When you have established your Net-Worth, you can then create your Investment Worksheet. Remember that your net worth is the total of your assets minus your liabilities. Make sure you allocate the total amount of money that you have in assets to income. If you do not have enough cash, then you should first cut out some discretionary spending or create a hobby fund to get you going.
Once you have established your goal of building a business, you need to define the amount of money that you would like to be able to invest. The funds that you have available for investments should be kept as low as possible and let the cash flow to do the work for you. Never borrow more than you can afford to lose. This will be your bottom-line number and must be taken care of first.

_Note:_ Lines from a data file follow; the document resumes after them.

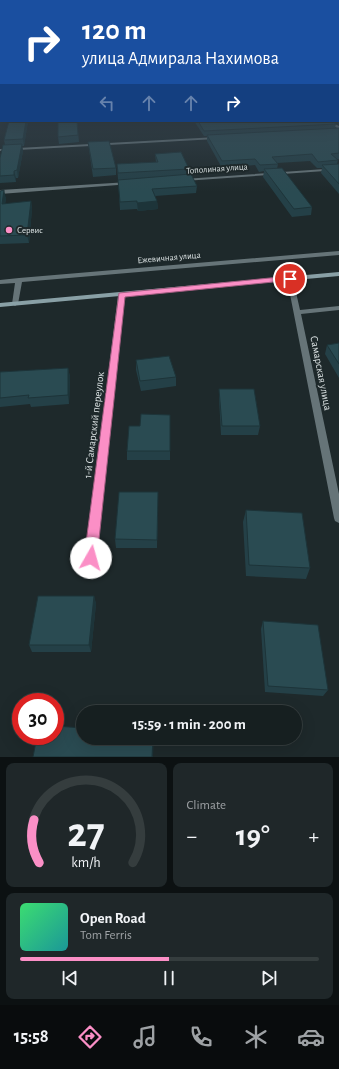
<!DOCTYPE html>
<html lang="en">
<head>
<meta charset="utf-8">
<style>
	:root { --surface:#161f20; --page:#1f2729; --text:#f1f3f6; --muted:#9ea2a5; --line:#353d3e; --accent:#fb8fc6 }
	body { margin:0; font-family:"Alegreya Sans",sans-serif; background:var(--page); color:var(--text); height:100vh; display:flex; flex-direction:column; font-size:15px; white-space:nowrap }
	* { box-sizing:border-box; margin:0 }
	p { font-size:13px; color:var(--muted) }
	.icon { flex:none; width:22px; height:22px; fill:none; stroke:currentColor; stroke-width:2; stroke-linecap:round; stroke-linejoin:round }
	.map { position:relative; height:757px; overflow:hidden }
	.side { display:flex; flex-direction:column; gap:6px; padding:6px; background:#0c1112; flex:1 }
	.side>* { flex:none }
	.top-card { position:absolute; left:0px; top:0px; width:339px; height:122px; box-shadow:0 4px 16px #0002,0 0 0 1px var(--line); background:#1a4fa0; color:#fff; overflow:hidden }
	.speed { position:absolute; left:12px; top:693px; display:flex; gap:8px; font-size:20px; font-weight:700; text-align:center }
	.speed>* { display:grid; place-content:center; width:52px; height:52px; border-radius:50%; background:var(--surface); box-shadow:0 4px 16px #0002,0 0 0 1px var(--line); line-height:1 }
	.speed .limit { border:6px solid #d22; background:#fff; color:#111 }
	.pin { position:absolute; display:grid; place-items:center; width:34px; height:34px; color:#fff; margin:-17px; border:2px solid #fff; border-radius:50%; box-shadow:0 1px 4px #0007 }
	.me { position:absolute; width:44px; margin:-22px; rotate:7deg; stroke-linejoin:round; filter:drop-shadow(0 0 3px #0008) }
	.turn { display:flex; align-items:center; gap:14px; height:84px; padding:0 16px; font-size:18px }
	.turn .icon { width:52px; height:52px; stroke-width:2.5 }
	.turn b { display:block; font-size:28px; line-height:34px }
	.lanes { display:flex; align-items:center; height:38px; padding:0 16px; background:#0003; justify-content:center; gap:20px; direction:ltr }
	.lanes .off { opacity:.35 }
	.big { font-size:30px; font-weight:700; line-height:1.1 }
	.side .tile { flex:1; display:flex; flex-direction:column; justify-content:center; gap:6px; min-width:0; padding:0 14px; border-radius:8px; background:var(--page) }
	.side .dial { align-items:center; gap:0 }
	.dial svg { height:104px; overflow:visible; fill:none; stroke:var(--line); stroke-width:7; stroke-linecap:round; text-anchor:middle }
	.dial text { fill:var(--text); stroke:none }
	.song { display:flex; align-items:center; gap:12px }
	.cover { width:48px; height:48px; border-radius:6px; background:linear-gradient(135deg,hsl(140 70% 55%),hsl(180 70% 35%)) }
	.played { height:4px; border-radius:2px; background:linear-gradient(90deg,var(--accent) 50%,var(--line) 50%) }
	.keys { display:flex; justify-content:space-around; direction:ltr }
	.heat { display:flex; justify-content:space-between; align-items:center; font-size:22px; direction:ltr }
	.side .tiles { flex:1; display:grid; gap:6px; grid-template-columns:1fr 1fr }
	.tile:last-child { grid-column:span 2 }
	.trip { position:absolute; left:76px; top:705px; width:226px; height:40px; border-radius:20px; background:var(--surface); box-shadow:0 4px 16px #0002,0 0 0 1px var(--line); font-weight:700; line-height:40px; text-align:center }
	.tabs { display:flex; height:64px; justify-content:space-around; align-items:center; background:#090c0d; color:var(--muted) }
	.tabs .icon { width:28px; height:28px }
	.tabs .current { color:var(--accent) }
	.tabs b { font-size:18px; color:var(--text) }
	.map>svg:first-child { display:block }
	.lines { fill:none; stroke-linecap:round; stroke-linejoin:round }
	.service { fill:#667478; fill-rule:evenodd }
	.minor { fill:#667478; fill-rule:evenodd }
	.secondary { fill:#89a0a6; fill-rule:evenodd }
	.wall { fill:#244047 }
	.shaded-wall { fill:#1d3439 }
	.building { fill:#2a4b52; stroke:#1d3439 }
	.route { fill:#fb8fc6; stroke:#a35d81 }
	.poi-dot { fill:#fb8fc6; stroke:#1e292b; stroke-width:1.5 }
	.labels { text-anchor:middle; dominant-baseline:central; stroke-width:4; stroke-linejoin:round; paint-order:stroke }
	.far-street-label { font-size:9px; fill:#dae1e2; stroke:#1e292b }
	.far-poi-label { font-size:9px; fill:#dae1e2; stroke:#1e292b; text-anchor:start }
	.street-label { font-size:11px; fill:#dae1e2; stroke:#1e292b }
</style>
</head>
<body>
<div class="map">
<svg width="339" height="757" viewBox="0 0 339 757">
	<rect width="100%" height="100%" fill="#1e292b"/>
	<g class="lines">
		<path class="service" d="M339,251V255L22,282L18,304L15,306L12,304L15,283L0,284V280L19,278Z"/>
		<path class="minor" d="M0,115H1V117H0Z
			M324,121H329L339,126V129Z
			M217,137V139H216L0,151V149Z
			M339,168V170L184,181L182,180L184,179Z
			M129,182L131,183V184L0,194V190Z
			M290,277L293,279L300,310L339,306V310L301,314L339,494V523L335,521L334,518L287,279Z
			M121,293L124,295L96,558L95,562L91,563L87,562L86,558L118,295Z"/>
		<path class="secondary" d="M339,272V276L0,307V303Z"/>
	</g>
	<path class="wall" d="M338,91H339V112H338Z
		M28,121L24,146H22L23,151L18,178H16V182L0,183V158L5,145L4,140Z
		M77,121L79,142L59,144L58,137Z
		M194,121H331L336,124L335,128H339V159L337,160H338L337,164H339V194L321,173L322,168H317L310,161L277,163L278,164L277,169L312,207L311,215L292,217L263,177L264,171L259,172L255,165L222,168L207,141V136H204Z
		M88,142L116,168V175L93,177Z
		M155,154L189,169V175L197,186L196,193L155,196L157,201L158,209L138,211L137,209L120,210L117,164L156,162Z
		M0,191L6,198L5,204L31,201L32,209L29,243L0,244Z
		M339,343V378L325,354L327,345Z
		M136,360L176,377V386L141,391L136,370Z
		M68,368L70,377L69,404L31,407L30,404L0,407V372Z
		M219,389L260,426L258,435H221L219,398Z
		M170,415V460H127V451L140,426Z
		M158,492L157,548H116L115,539Z
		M246,510L310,568L306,579L246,576L243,522Z
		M94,596L96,604L91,652H32L29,645Z
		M263,621L328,690L323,696L265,692L261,629Z"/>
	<path class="shaded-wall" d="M26,121H28L24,146L23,139Z
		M22,144L23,151L18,178L17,170Z
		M14,171L16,178V182L14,175Z
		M4,190L6,198L4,211L2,204Z
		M31,201L32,209L29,243L27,235Z
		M157,201L158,209L138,211L137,203Z
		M68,368L70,377L69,404L68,395Z
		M94,596L96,604L91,652L89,645Z
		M153,738H154L153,757H152Z"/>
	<path class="building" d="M0,89H1V108L0,110Z
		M338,91H339V107L338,106Z
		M9,121H26L23,139L4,140Z
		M58,121H77L78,135L58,137Z
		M198,121H331L336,124L204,131Z
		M339,128V153L331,154L338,160L318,162L312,154L272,157L278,164L260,165L255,159L222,161L207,135Z
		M109,141L116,168L93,169L88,142Z
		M22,144L17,170L14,171V175L0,176V158L3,145Z
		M181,152L189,169L118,173L117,164L158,162L155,154Z
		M339,164V184L322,165Z
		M282,168L312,207L294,209L264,169Z
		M191,174L197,186L152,189L157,201L137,203V201L120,202L118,180Z
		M4,190L2,204L31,201L27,235L0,236V191Z
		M339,343V364L327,345Z
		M169,356L176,377L140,381L136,360Z
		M68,368V395L28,398L29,395L0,398V372Z
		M219,389H254L260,426H222Z
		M141,414L170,415V451H127L129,426H140Z
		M119,492H158L157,540L115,539Z
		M246,510L302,513L310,568L249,565Z
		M38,596H94L89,645H29Z
		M263,621L318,625L328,690L268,686Z
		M55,726L83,728V738H153L152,757H33L37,736H55Z"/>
	<linearGradient id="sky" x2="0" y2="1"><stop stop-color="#101718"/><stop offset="0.45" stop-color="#3b4955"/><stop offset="1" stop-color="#3b4955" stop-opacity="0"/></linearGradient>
	<rect width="339" height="192" fill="url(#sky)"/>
	<path class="route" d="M290,276L294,279L293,280L125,297L97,558L95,562L91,564L86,562L84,558L119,293Z"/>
	<circle class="poi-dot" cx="9" cy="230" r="4"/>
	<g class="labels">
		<g class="far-street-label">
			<text transform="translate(217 169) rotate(-4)">Тополиная улица</text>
			<text transform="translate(169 258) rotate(-5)">Ежевичная улица</text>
		</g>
		<g class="far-poi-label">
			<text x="17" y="230">Сервис</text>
		</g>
		<g class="street-label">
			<text transform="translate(321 373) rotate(79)">Самарская улица</text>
			<text transform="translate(94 425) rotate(-83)">1-й Самарский переулок</text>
		</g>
	</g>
</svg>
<div class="speed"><div class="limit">30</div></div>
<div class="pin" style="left:290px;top:279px;background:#d93025"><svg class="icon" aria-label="arrive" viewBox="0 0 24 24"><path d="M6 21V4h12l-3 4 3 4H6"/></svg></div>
<svg class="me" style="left:91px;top:558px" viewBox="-20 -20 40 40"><circle r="19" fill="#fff"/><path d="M0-13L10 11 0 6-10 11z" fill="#fb8fc6"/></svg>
<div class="trip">15:59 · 1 min · 200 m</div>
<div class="top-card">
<div class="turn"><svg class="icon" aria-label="right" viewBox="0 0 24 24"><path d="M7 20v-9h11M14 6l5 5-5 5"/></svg><div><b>120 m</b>улица Адмирала Нахимова</div></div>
<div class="lanes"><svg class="icon off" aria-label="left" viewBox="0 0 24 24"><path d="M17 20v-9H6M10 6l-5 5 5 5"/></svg><svg class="icon off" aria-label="ahead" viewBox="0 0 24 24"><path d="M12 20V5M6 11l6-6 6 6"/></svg><svg class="icon off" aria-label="ahead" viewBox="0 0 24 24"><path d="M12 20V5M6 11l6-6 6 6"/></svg><svg class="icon" aria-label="right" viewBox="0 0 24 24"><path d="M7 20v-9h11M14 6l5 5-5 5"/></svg></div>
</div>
</div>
<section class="side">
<div class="tiles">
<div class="tile dial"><svg viewBox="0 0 100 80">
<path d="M14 69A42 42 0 1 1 86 69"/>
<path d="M14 69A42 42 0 0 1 10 36" stroke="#fb8fc6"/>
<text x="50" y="56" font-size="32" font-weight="700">27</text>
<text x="50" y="72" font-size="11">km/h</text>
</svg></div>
<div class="tile"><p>Climate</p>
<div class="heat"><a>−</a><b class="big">19°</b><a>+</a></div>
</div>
<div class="tile">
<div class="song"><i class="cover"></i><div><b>Open Road</b><p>Tom Ferris</p></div></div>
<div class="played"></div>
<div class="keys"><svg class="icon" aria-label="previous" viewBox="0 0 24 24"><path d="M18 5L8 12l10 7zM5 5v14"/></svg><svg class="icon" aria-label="pause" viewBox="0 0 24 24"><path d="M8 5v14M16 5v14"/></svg><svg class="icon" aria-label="next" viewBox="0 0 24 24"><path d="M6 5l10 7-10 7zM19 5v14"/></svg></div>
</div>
</div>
</section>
<nav class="tabs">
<b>15:58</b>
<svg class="icon current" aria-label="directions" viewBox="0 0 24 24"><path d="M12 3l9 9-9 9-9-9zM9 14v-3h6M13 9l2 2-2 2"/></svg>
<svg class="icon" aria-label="music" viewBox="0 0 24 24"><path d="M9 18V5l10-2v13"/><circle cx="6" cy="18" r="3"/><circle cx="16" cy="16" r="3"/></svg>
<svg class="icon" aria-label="phone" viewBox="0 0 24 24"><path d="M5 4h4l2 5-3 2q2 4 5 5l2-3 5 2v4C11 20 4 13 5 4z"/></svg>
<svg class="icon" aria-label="climate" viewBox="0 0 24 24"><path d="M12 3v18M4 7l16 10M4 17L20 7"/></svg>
<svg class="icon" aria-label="car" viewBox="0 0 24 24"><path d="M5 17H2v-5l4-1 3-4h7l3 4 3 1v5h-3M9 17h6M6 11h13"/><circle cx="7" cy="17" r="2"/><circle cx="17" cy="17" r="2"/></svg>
</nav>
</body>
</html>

Finally, you must have a definition of your return on investment worksheet. This is really a combination of your budget, your expenses, and what you intend to do with the profits. Every investor must do their own analysis, but once you have established a return on investment worksheet you will be well on your way to making wise financial decisions.
Of course, if you don’t have enough money, you will not make a profit, but at least you will have an extra dollar or two to spend. With the kind of money that is available to the common investor, you can start a business with a one thousand dollar profit margin, after tax. So you can see that there is a lot to learn. The key to a profitable business is to have the ability to keep your mind open and to always be thinking about the future.